In questi giorni è tornata d'attualità l'ipotesi della nuova viabilità di collegamento Rovereto sud-Alto Garda. La cosiddetta "soluzione C", meglio conosciuta in Busa come "porcata C".
Un’ ipotesi risibile che non risolve alcun problema per l'Alto Garda e Ledro.

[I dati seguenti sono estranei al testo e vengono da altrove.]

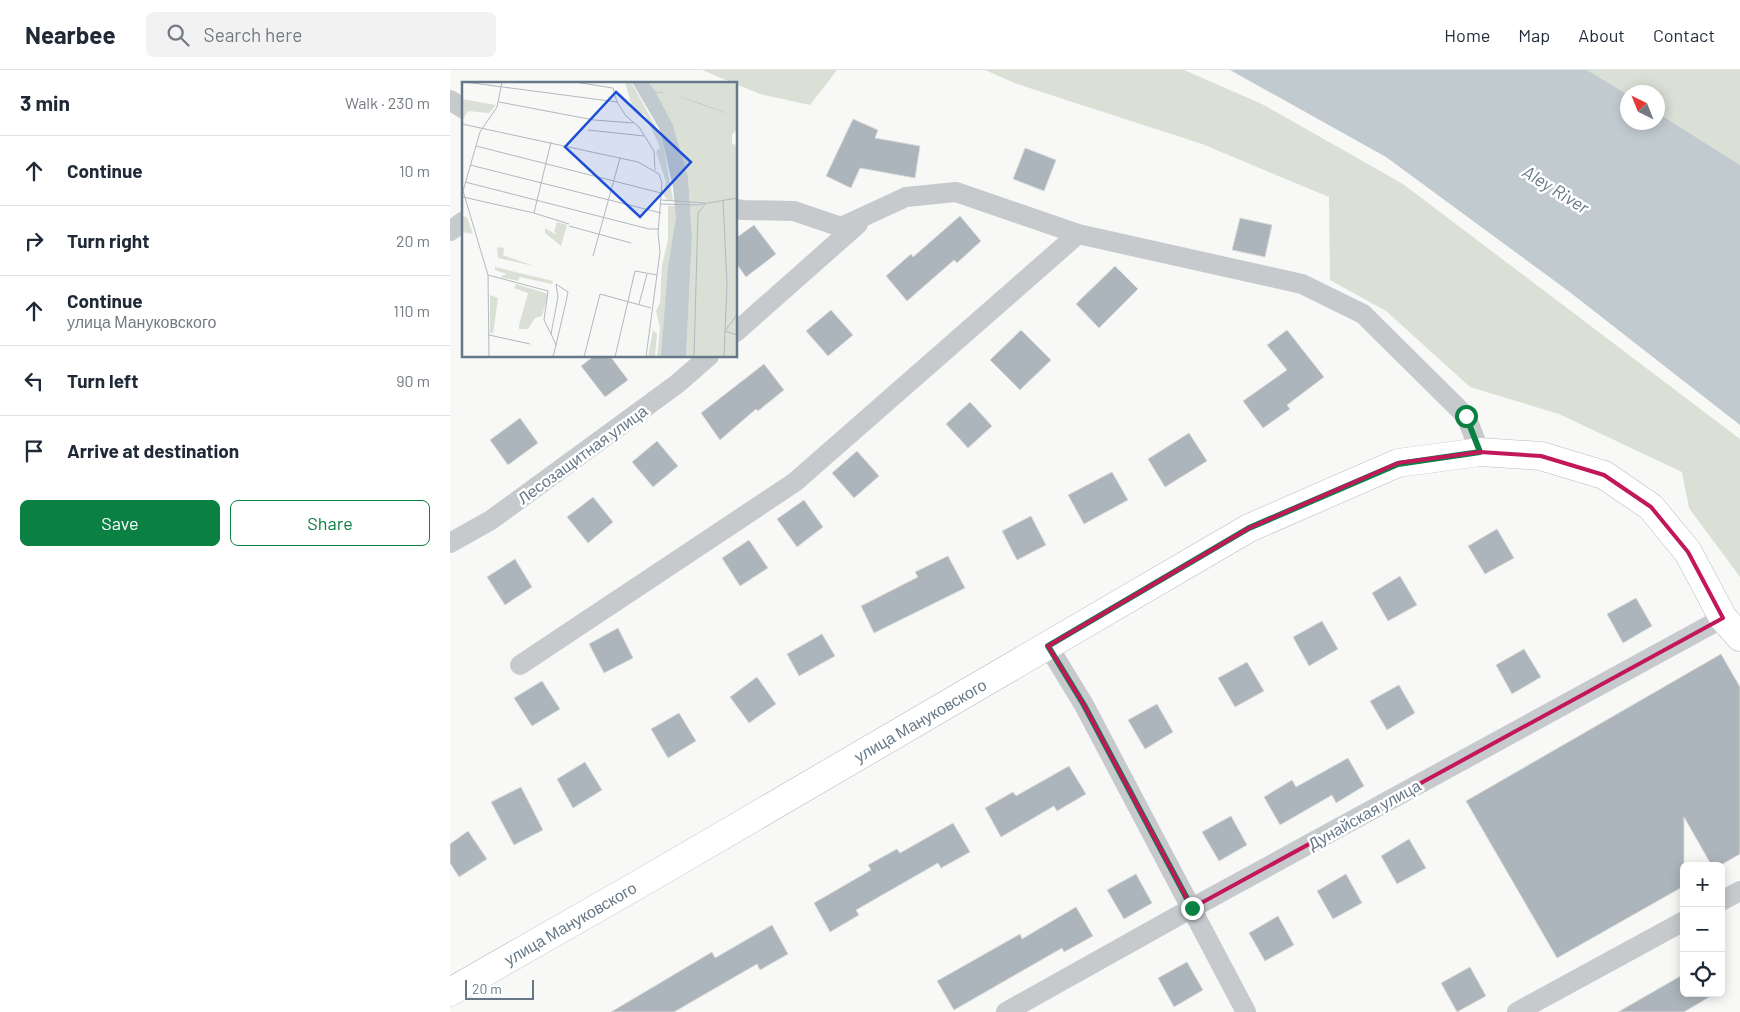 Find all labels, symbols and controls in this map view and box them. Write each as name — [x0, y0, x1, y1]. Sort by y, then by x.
search box — [146, 12, 496, 57]
text: Nearbee — [25, 20, 116, 49]
icon: search — [164, 21, 192, 49]
text: Search here — [204, 23, 302, 46]
text: Home — [1444, 24, 1490, 46]
text: Map — [1518, 24, 1550, 46]
text: About — [1578, 24, 1625, 46]
text: Contact — [1653, 24, 1715, 46]
inset map — [462, 82, 738, 358]
north arrow — [1620, 85, 1665, 130]
text: 3 min — [20, 90, 70, 115]
text: Walk · 230 m — [345, 93, 430, 112]
icon: ahead — [20, 157, 48, 185]
text: Continue — [67, 159, 143, 182]
water label: Aley River — [1519, 160, 1594, 218]
text: 10 m — [399, 161, 430, 180]
icon: right — [20, 227, 48, 255]
text: Turn right — [67, 229, 149, 252]
text: 20 m — [396, 231, 430, 250]
text: Continue — [67, 289, 143, 312]
icon: ahead — [20, 297, 48, 325]
text: 110 m — [393, 301, 430, 320]
text: улица Мануковского — [67, 312, 216, 331]
icon: left — [20, 367, 48, 395]
text: Turn left — [67, 369, 138, 392]
text: 90 m — [396, 371, 430, 390]
street label: Лесозащитная улица — [513, 401, 651, 507]
route start — [1455, 405, 1478, 428]
icon: arrive — [20, 437, 48, 465]
text: Arrive at destination — [67, 439, 239, 462]
button: Save — [20, 500, 220, 546]
button: Share — [230, 500, 430, 546]
street label: улица Мануковского — [851, 674, 989, 766]
street label: Дунайская улица — [1304, 775, 1424, 853]
map controls — [1680, 862, 1725, 997]
button: + — [1680, 862, 1725, 907]
street label: улица Мануковского — [501, 877, 639, 969]
route end — [1181, 897, 1204, 920]
button: − — [1680, 907, 1725, 952]
button: locate — [1680, 952, 1725, 997]
scale bar — [465, 977, 534, 1000]
text: 20 m — [472, 980, 502, 997]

Per questo mi sento di affermare che è meglio non fare nulla, piuttosto che prendere una decisione epocale e sbagliare completamente un investimento di circa 150milioni di soldi pubblici con la “porcata C”!
L’Alto Garda è una zona - è bene ricordarlo - con un P.I.L. (prodotto interno lordo) molto elevato, grazie all'integrazione di vari comparti economici che convivono in un territorio di straordinaria bellezza: mi riferisco ai settori turistico, fieristico e congressuale, industriale ed agricolo ecc..

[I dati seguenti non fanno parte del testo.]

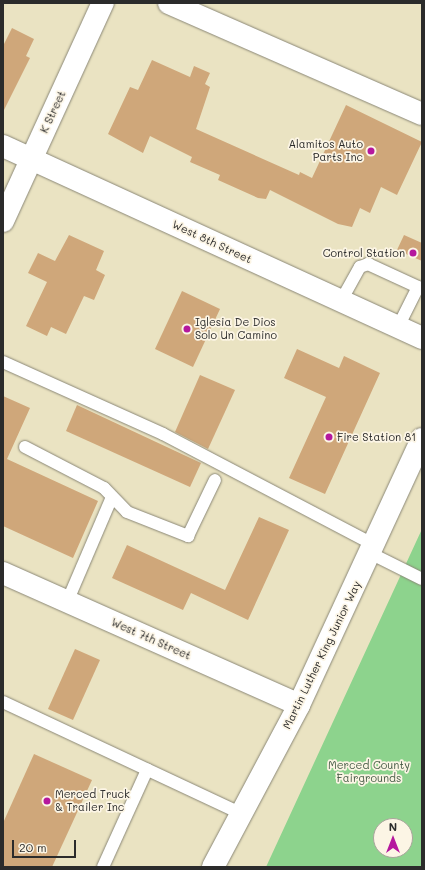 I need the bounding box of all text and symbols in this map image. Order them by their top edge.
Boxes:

Ho già affermato più volte che trovo assurdo, nell'anno 2012, presentare e voler realizzare una ipotesi a tre corsie, in semicurva, con una pendenza del 5%, con un cunicolo di sicurezza e fuga di fatto inaccessibile ad anziani, portatori d'handicap ecc.
No, l’Alto Garda merita molto di più che la “porcata C”! L'investimento di 80 milioni di euro nel settore fieristico e congressuale, le necessità viabilistiche delle ditte artigianali ed industriali e la popolazione tutta hanno bisogno di un collegamento viabilistico sicuro e funzionale.
Trovo pertanto scandaloso che il sindaco di Nago-Torbole Luca Civettini sia rimasto entusiasta della “porcata C”. Non capisco la sudditanza dei sindaci di Riva e di Arco che non pretendono un collegamento Rovereto sud-Alto Garda degno di questo nome.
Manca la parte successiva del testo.